_AVAILABLE RECORDS_:
....................

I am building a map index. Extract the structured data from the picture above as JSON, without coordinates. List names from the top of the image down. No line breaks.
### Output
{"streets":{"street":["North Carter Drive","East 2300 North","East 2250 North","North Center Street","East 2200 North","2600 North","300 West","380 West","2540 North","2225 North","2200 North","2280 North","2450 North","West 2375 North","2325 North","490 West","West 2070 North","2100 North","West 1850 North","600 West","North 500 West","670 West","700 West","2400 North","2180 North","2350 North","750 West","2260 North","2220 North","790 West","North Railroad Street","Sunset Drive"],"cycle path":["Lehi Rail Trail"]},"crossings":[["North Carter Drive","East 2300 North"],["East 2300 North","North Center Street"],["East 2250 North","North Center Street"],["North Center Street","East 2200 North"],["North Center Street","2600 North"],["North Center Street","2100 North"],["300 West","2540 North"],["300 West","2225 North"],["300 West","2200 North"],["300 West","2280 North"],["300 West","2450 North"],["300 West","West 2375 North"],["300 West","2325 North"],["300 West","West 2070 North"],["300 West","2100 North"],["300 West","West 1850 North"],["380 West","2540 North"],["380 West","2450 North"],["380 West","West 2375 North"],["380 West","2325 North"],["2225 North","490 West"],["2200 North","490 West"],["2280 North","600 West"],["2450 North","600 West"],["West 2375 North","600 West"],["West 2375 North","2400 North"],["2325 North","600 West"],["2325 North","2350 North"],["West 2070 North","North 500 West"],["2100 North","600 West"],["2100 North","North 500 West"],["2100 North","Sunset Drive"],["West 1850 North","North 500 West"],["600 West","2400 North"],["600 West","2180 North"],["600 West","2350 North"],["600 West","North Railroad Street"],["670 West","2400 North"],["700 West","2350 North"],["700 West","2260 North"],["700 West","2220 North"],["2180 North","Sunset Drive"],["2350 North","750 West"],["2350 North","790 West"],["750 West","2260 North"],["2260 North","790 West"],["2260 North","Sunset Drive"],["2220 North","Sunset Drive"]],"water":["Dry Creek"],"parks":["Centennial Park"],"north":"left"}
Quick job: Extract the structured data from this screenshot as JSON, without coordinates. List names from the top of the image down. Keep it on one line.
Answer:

....................

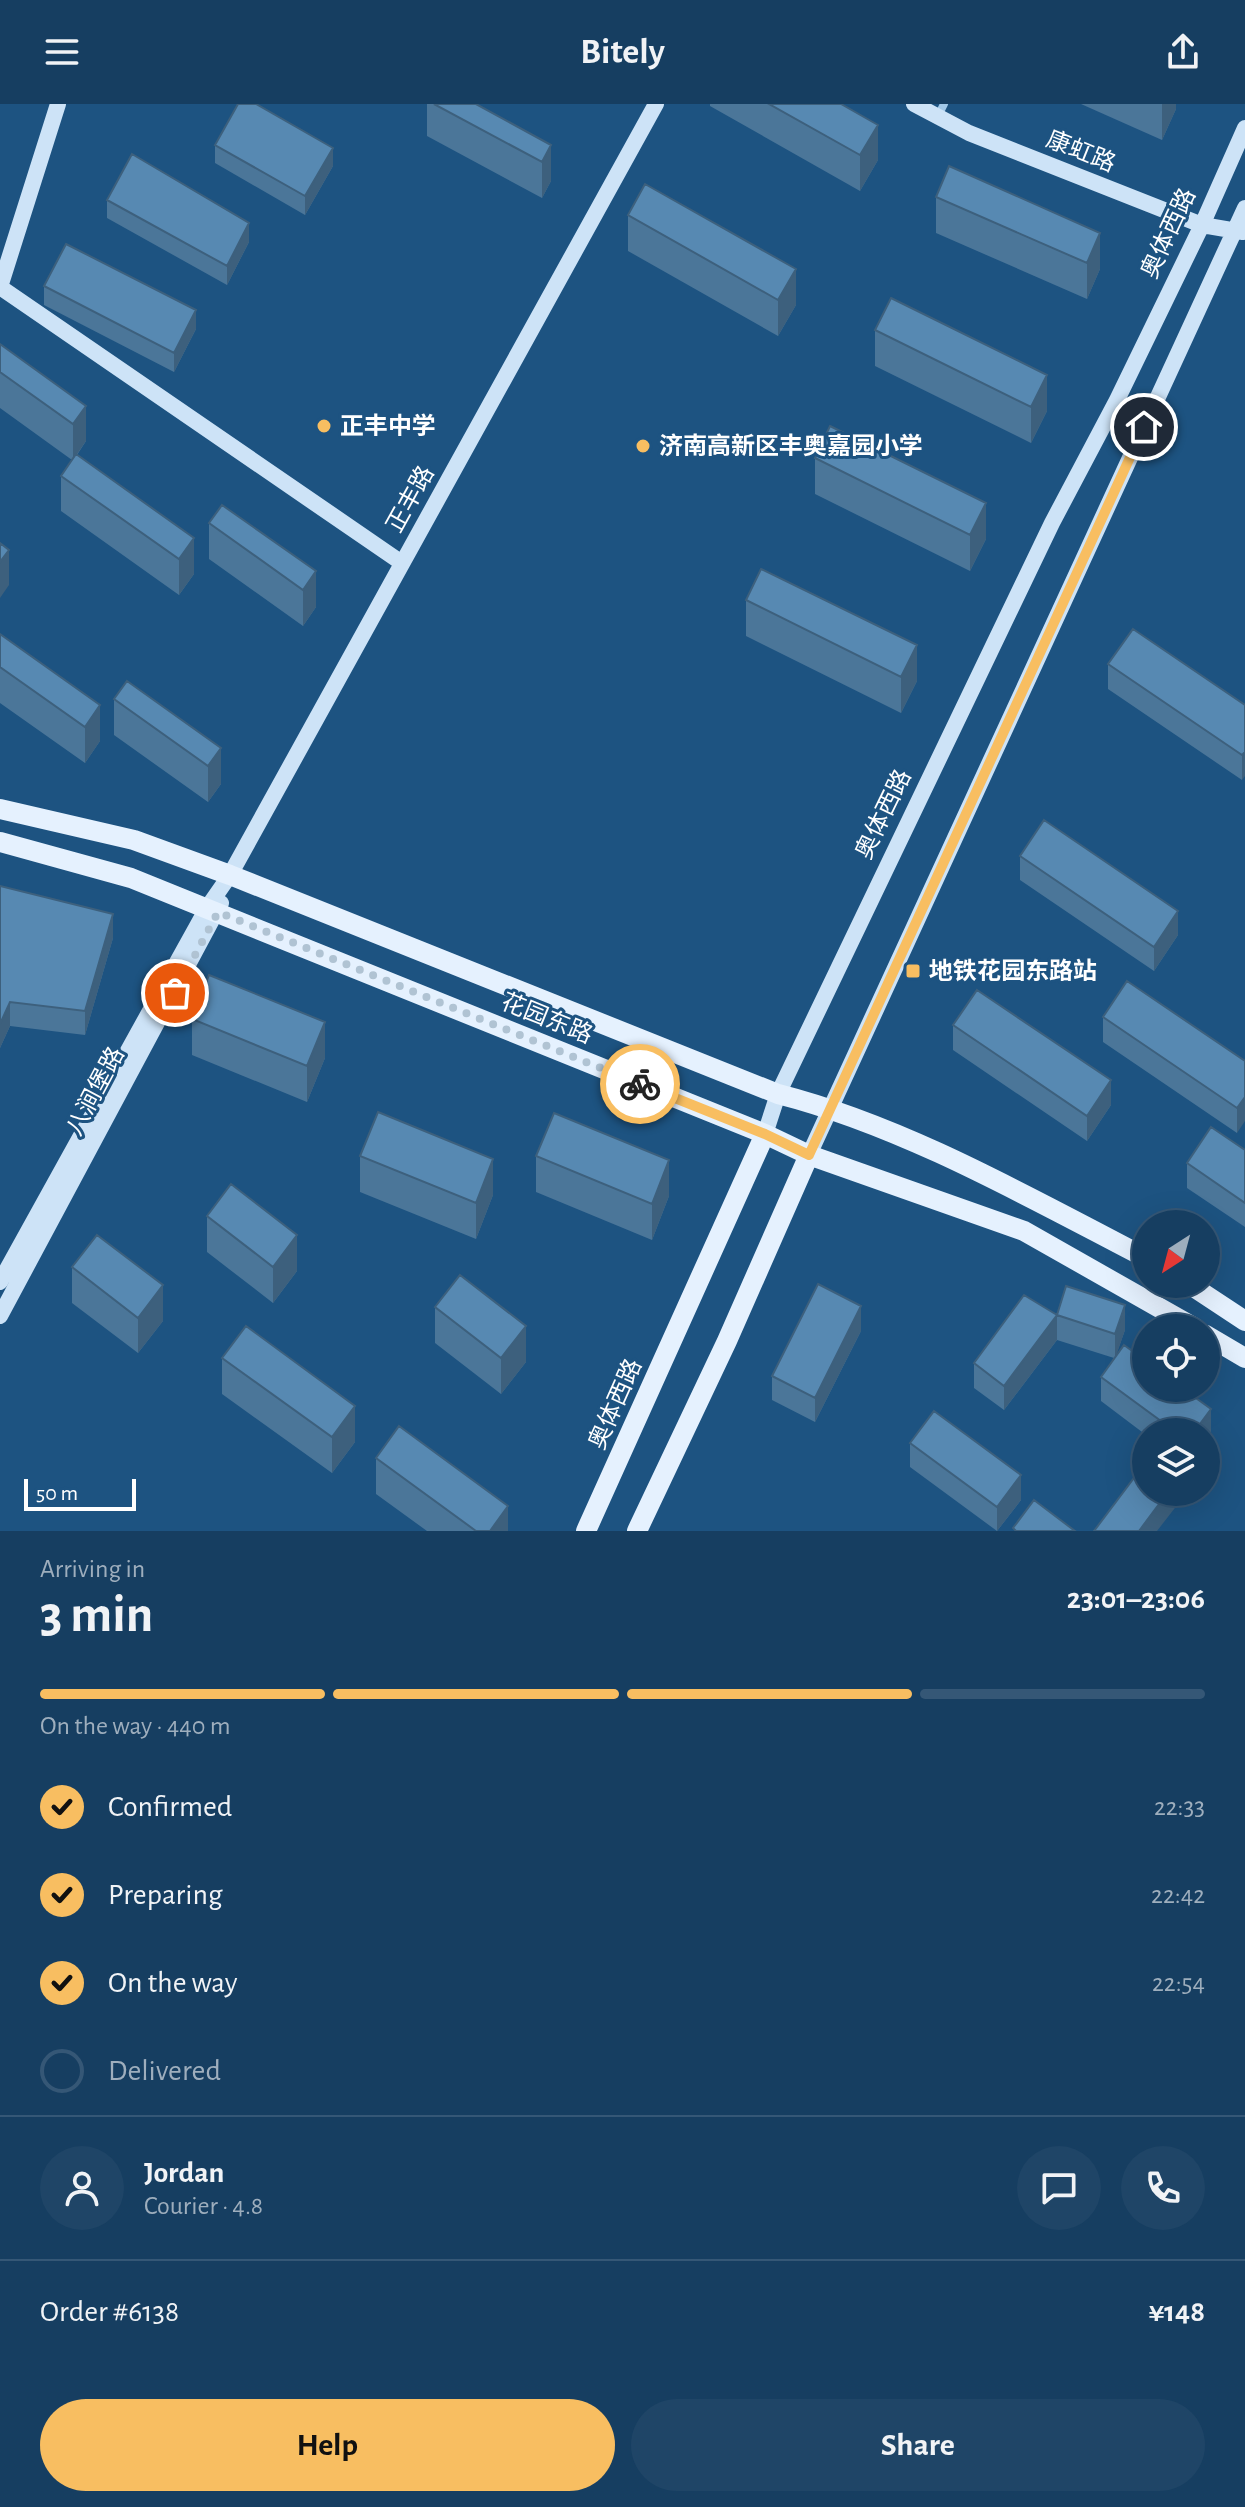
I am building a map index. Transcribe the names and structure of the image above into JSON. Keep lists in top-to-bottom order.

....................

_EXERCISE PROMPT_: Throughout the listing above, how many lines hold the word "Extract"? Answer with only the number.

_RESULT BELOW_: 2